(Records from a data collection)
========================================================================
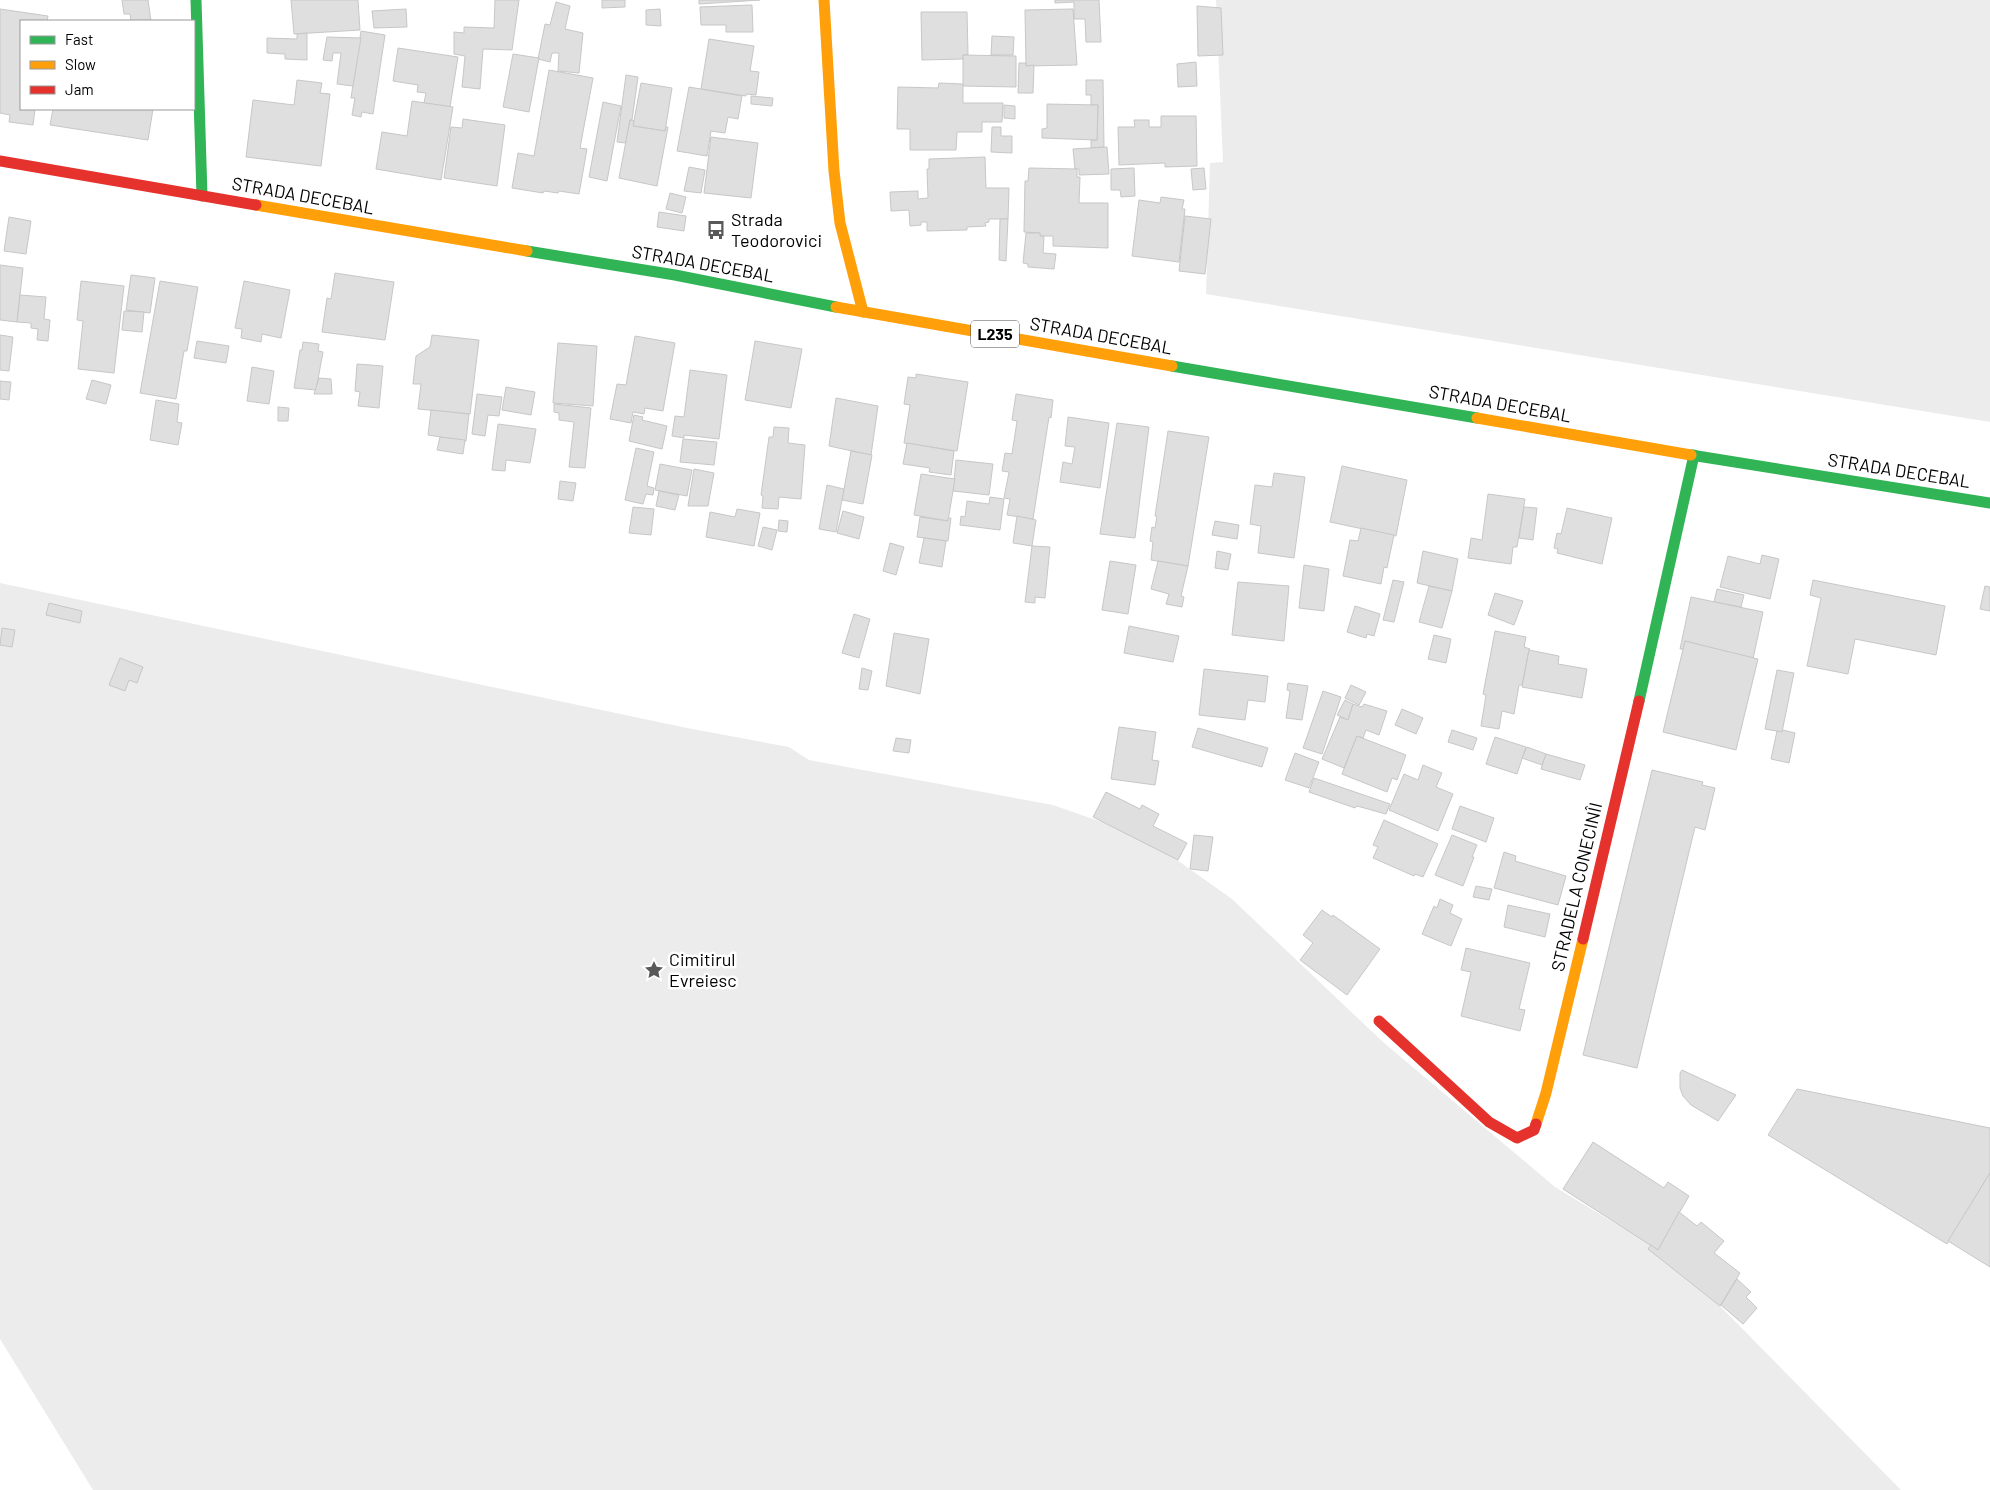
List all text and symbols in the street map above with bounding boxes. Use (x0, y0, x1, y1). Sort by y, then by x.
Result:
legend (20, 20, 195, 110)
text: Fast (65, 30, 93, 48)
text: Slow (65, 55, 96, 73)
text: Jam (65, 80, 94, 98)
street label: STRADA DECEBAL (230, 172, 376, 218)
place label: Strada Teodorovici (731, 208, 822, 251)
bus stop icon: Strada Teodorovici (705, 219, 727, 241)
street label: STRADA DECEBAL (630, 240, 776, 286)
street label: STRADA DECEBAL (1028, 312, 1174, 358)
road number: L235 (971, 320, 1019, 348)
street label: STRADA DECEBAL (1427, 380, 1573, 426)
street label: STRADA DECEBAL (1826, 448, 1972, 492)
street label: STRADELA CONECINÎI (1546, 800, 1606, 973)
place label: Cimitirul Evreiesc (669, 948, 737, 991)
place icon: Cimitirul Evreiesc (643, 959, 665, 981)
========================================================================
▶ [REQUIREMENT]: A faithful copy of every record is needed here. Leave the images out of it.

▶ [OUTPUT OF THE EXERCISE]:
List all text and symbols in the street map above with bounding boxes. Use (x0, y0, x1, y1). Sort by y, then by x.
Result:
legend (20, 20, 195, 110)
text: Fast (65, 30, 93, 48)
text: Slow (65, 55, 96, 73)
text: Jam (65, 80, 94, 98)
street label: STRADA DECEBAL (230, 172, 376, 218)
place label: Strada Teodorovici (731, 208, 822, 251)
bus stop icon: Strada Teodorovici (705, 219, 727, 241)
street label: STRADA DECEBAL (630, 240, 776, 286)
street label: STRADA DECEBAL (1028, 312, 1174, 358)
road number: L235 (971, 320, 1019, 348)
street label: STRADA DECEBAL (1427, 380, 1573, 426)
street label: STRADA DECEBAL (1826, 448, 1972, 492)
street label: STRADELA CONECINÎI (1546, 800, 1606, 973)
place label: Cimitirul Evreiesc (669, 948, 737, 991)
place icon: Cimitirul Evreiesc (643, 959, 665, 981)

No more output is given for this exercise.